Siamese networks are a class of neural networks that consist of two (or more) identical subnetworks that share parameters and weights. The aim of these networks is to evaluate the similarity of different inputs by comparing latent representations, which is why these networks are used in many applications including signature and face verification, one-shot learning, and others.

A main problem of Siamese networks is that they have a tendency towards collapsing solutions. For example: imagine our goal is to train a Siamese network to determine whether two different images from MNIST represent the same digit or not. We could train a Siamese network consisting of two different subnetworks with pairs of images from the same class and minimize the Euclidean distance between the two feature vectors as a loss. The problem is that the network could set all input weights to zero. By doing so the network collapses to a constant solution which minimizes the Euclidean distance but would never detect images from different classes. Therefore, we need to subject the training of Siamese networks to certain conditions to avoid collapsing solutions.

One possibility to avoid collapsing solutions is to use a contrastive loss. A popular example of such a loss is the triplet loss. A triplet loss is a loss function where an anchor input is compared to a positive input (in-class example) and a negative input (out-class example). The distance from the anchor input to the positive input is minimized, and the distance from the anchor input to the negative input is maximized.

For more details on training Siamese networks with a contrastive loss have look at [5].

VSiamSENN

We introduce a Siamese network architecture, named VSiamSENN, to learn embeddings invariant to in-class noise, and thus, enhancing interpretability-robustness.
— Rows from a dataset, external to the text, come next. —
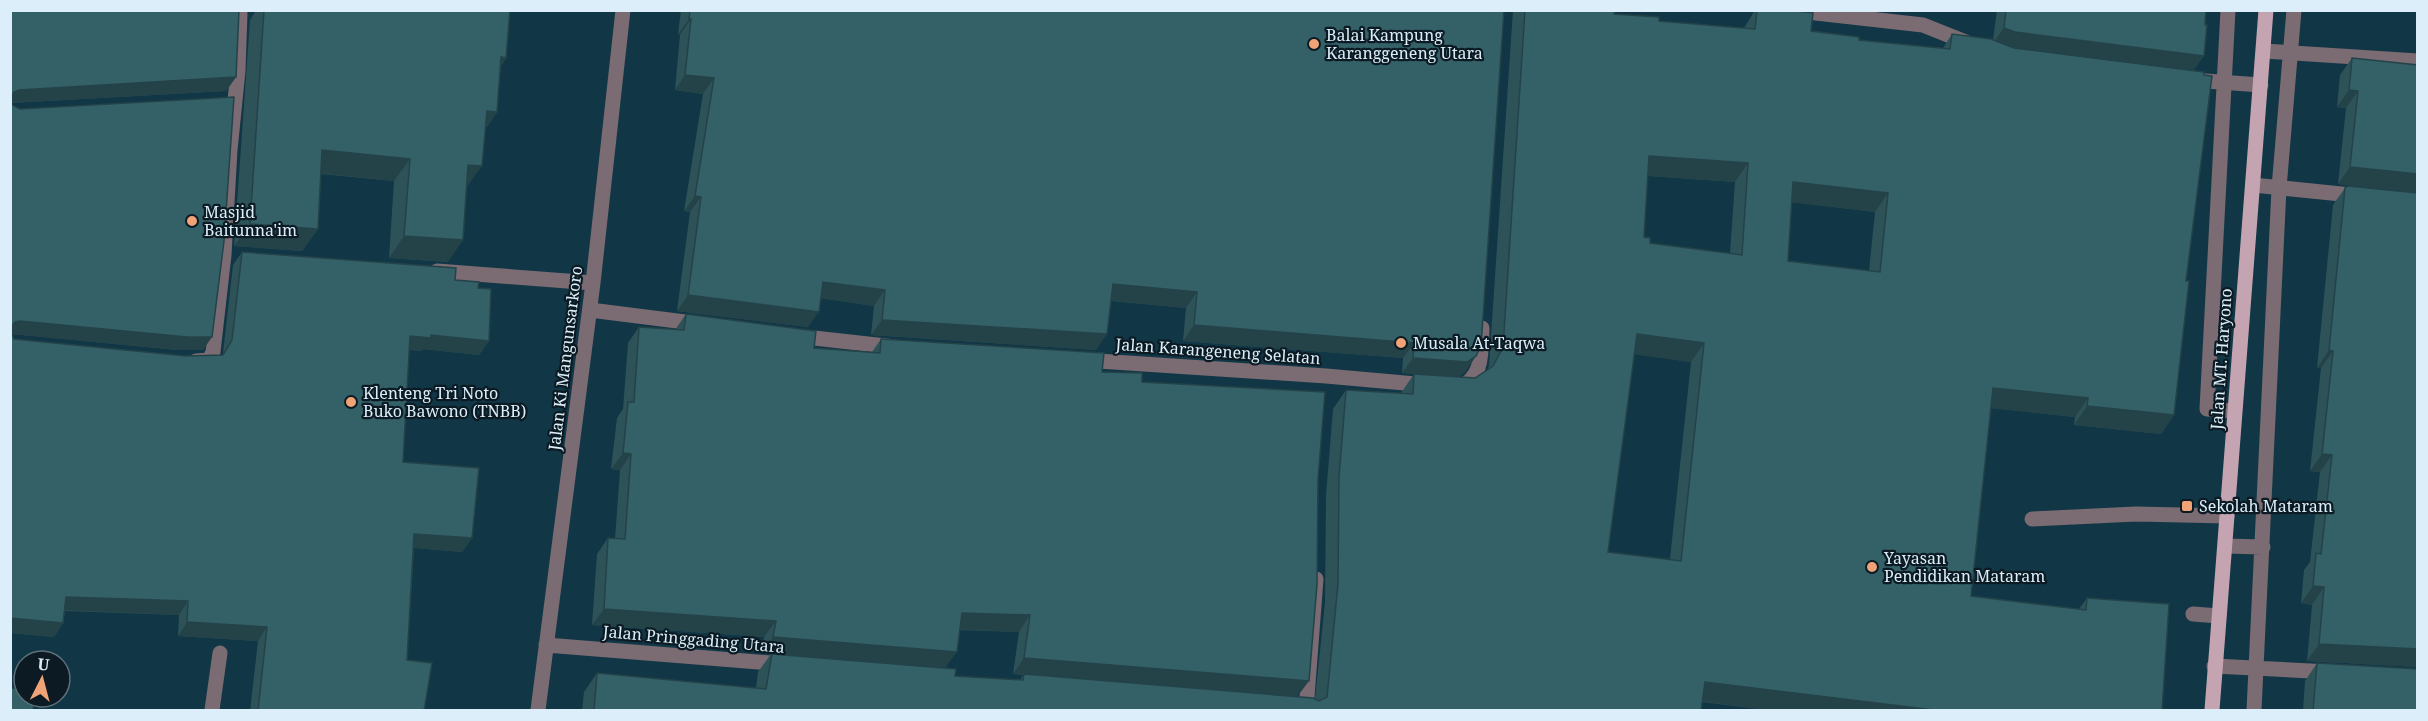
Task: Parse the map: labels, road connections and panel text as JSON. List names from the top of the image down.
{
  "streets": {
    "main road": ["Jalan MT. Haryono"],
    "street": ["Jalan Karangeneng Selatan", "Jalan Ki Mangunsarkoro", "Jalan Pringgading Utara"]
  },
  "crossings": [
    ["Jalan Ki Mangunsarkoro", "Jalan Pringgading Utara"]
  ],
  "places": {
    "other": [
      "Balai Kampung Karanggeneng Utara",
      "Masjid Baitunna'im",
      "Musala At-Taqwa",
      "Klenteng Tri Noto Buko Bawono (TNBB)",
      "Yayasan Pendidikan Mataram"
    ],
    "transit": ["Sekolah Mataram"]
  },
  "north": "top"
}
A triplet loss is used to ensure that embeddings corresponding to images of the same class are mapped close to each other while images of a different class are explicitly mapped far away from each other. Further, in order to better shape the latent space we additionally use a variational scheme comparable with $\beta$-VAE. In that sense, the training objective here slightly differs from [2]: while [2] aims to learn informative embeddings in a lower-dimensional space we aim to learn an informative posterior distribution of embeddings in this lower dimensional space.
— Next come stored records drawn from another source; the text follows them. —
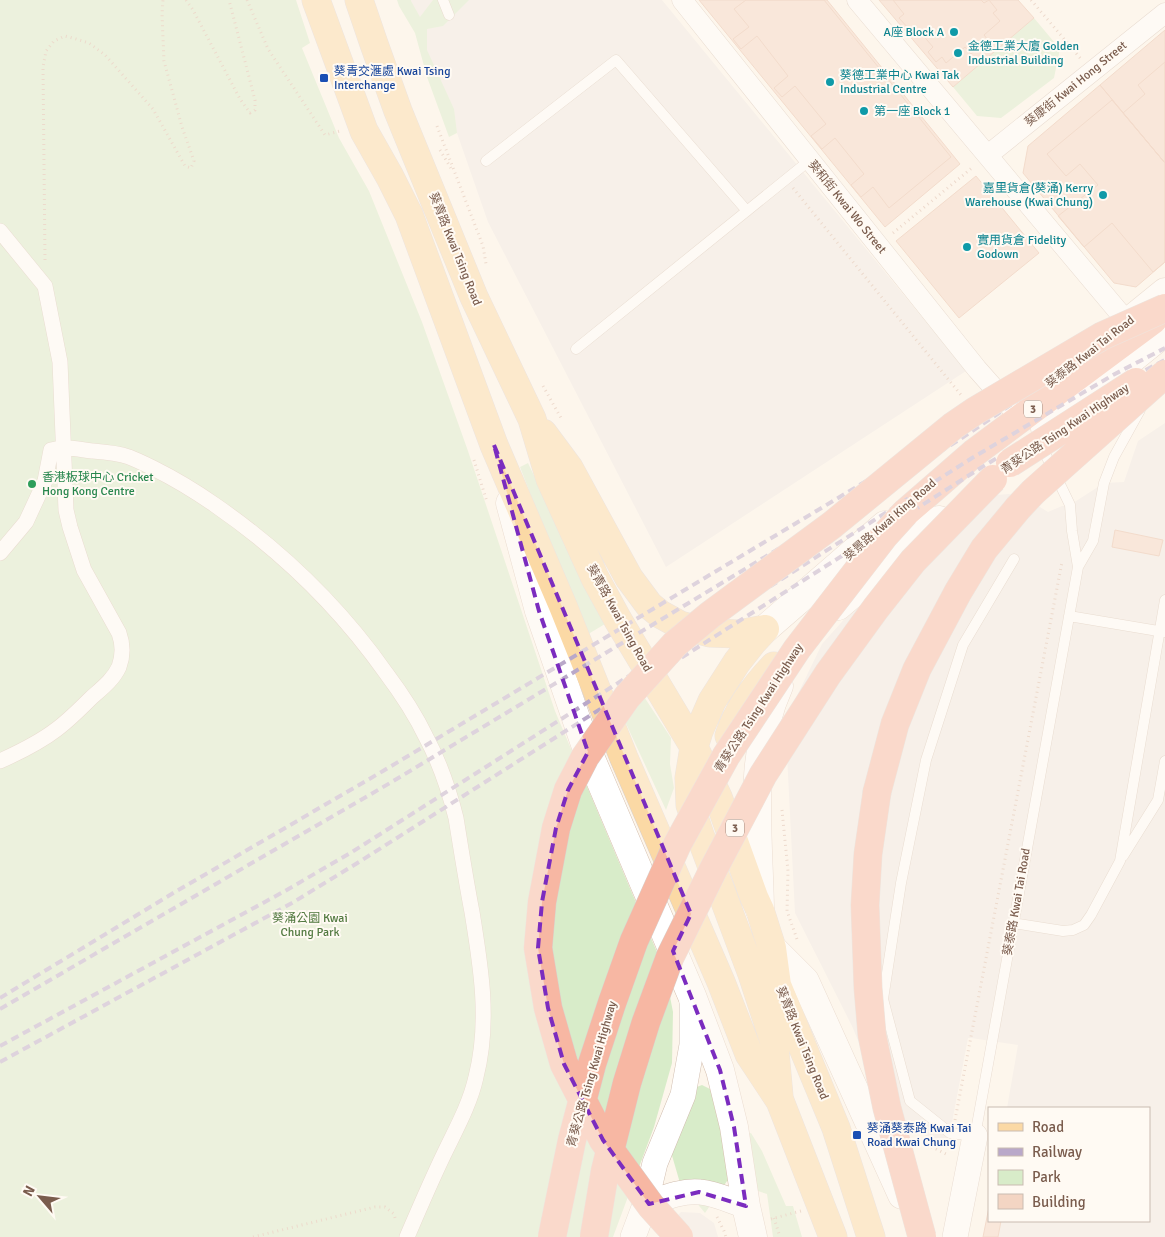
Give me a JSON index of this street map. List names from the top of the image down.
{
  "streets": {
    "highway": ["3", "青葵公路 Tsing Kwai Highway"],
    "main road": ["葵青路 Kwai Tsing Road", "葵泰路 Kwai Tai Road", "葵景路 Kwai King Road"],
    "street": ["葵康街 Kwai Hong Street", "葵和街 Kwai Wo Street"]
  },
  "crossings": [
    ["葵和街 Kwai Wo Street", "葵泰路 Kwai Tai Road"],
    ["葵和街 Kwai Wo Street", "葵景路 Kwai King Road"],
    ["葵泰路 Kwai Tai Road", "青葵公路 Tsing Kwai Highway"],
    ["葵泰路 Kwai Tai Road", "葵景路 Kwai King Road"]
  ],
  "parks": ["葵涌公園 Kwai Chung Park"],
  "places": {
    "other": [
      "A座 Block A",
      "金德工業大廈 Golden Industrial Building",
      "葵德工業中心 Kwai Tak Industrial Centre",
      "第一座 Block 1",
      "嘉里貨倉(葵涌) Kerry Warehouse (Kwai Chung)",
      "實用貨倉 Fidelity Godown",
      "香港板球中心 Cricket Hong Kong Centre"
    ],
    "transit": ["葵青交滙處 Kwai Tsing Interchange", "葵涌葵泰路 Kwai Tai Road Kwai Chung"]
  },
  "legend": [
    "Road",
    "Railway",
    "Park",
    "Building"
  ],
  "north": "top left"
}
The proposed network architecture (Figure 1) and training procedure is described in the following. During training our architecture takes as an input three images:

the image $x_1$ to be classified,
in-class example $x_2$, a sampled image of the same class, and
out-of-class example $x_3$, a sampled image of a different class.
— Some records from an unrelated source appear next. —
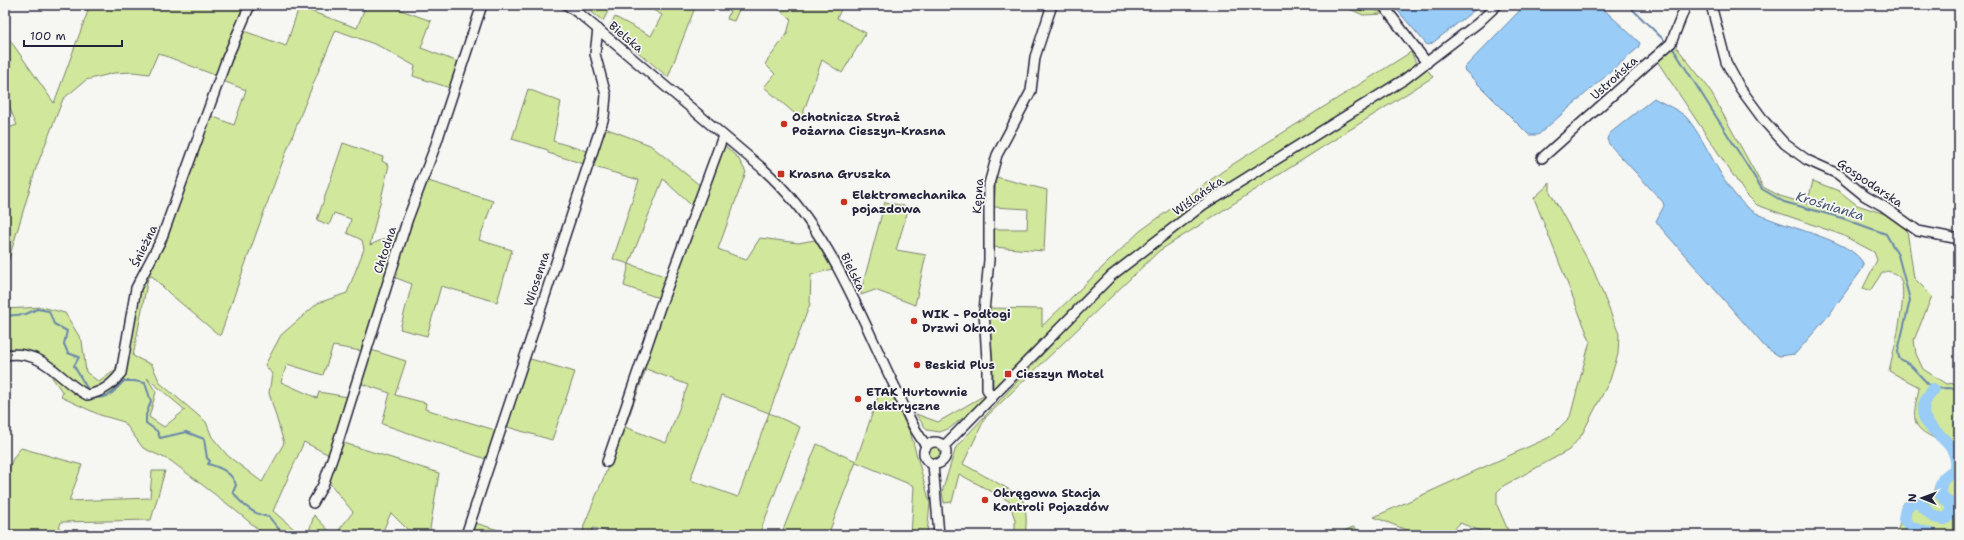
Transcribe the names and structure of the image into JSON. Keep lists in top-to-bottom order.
{
  "streets": {
    "street": [
      "Bielska",
      "Ustrońska",
      "Gospodarska",
      "Kępna",
      "Wiślańska",
      "Śnieżna",
      "Chłodna",
      "Wiosenna"
    ]
  },
  "crossings": [
    ["Bielska", "Wiślańska"],
    ["Bielska", "Wiosenna"],
    ["Kępna", "Wiślańska"]
  ],
  "water": ["Krośnianka"],
  "places": {
    "other": [
      "Ochotnicza Straż Pożarna Cieszyn-Krasna",
      "Elektromechanika pojazdowa",
      "WIK - Podłogi Drzwi Okna",
      "Beskid Plus",
      "ETAK Hurtownie elektryczne",
      "Okręgowa Stacja Kontroli Pojazdów"
    ],
    "transit": ["Krasna Gruszka", "Cieszyn Motel"]
  },
  "scale_bar": "100 m",
  "north": "left"
}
The three images are processed by the same probabilistic encoder $q_{\phi}(z|x)$ (the conceptizer in the SENN framework).

[2], [3] use a predictor $g$ for estimating the expectation of the latent encoding over the space of data augmentations by minimizing the negative cosine distance to its estimated expectation. Our approach differs, in that the predictor $g$ instead estimates the expectation of the posterior mean corresponding to all images of the same class by minimizing negative cosine distance between sampled latent encodings from the posterior distributions and expected posterior mean of images of the same class. Additionally, to ensure class separation in the latent space, the absolute cosine distance between sampled latent representations from the posterior distributions and expected posterior means of images of different classes is minimized. We define negative cosine distance for two inputs $x_i$ and $x_j$ with $i,j \in {1,2,3}$:

$$ \begin{align*} \mathcal{D}(z_i, \bar{\mu_j})&= -\frac{z_i}{||z_i||_2}\cdot \frac{\bar{\mu}_j}{||\bar{\mu}_j||_2}\qquad \end{align*} $$

where $z_i$ is a sample drawn from the posterior distribution $q_{\phi}(z|x_i)$ with mean $\mu_\phi(x_i)$ and $\bar{\mu}_j=g(\mu_\phi(x_j))$ is the estimated expectation of the posterior mean.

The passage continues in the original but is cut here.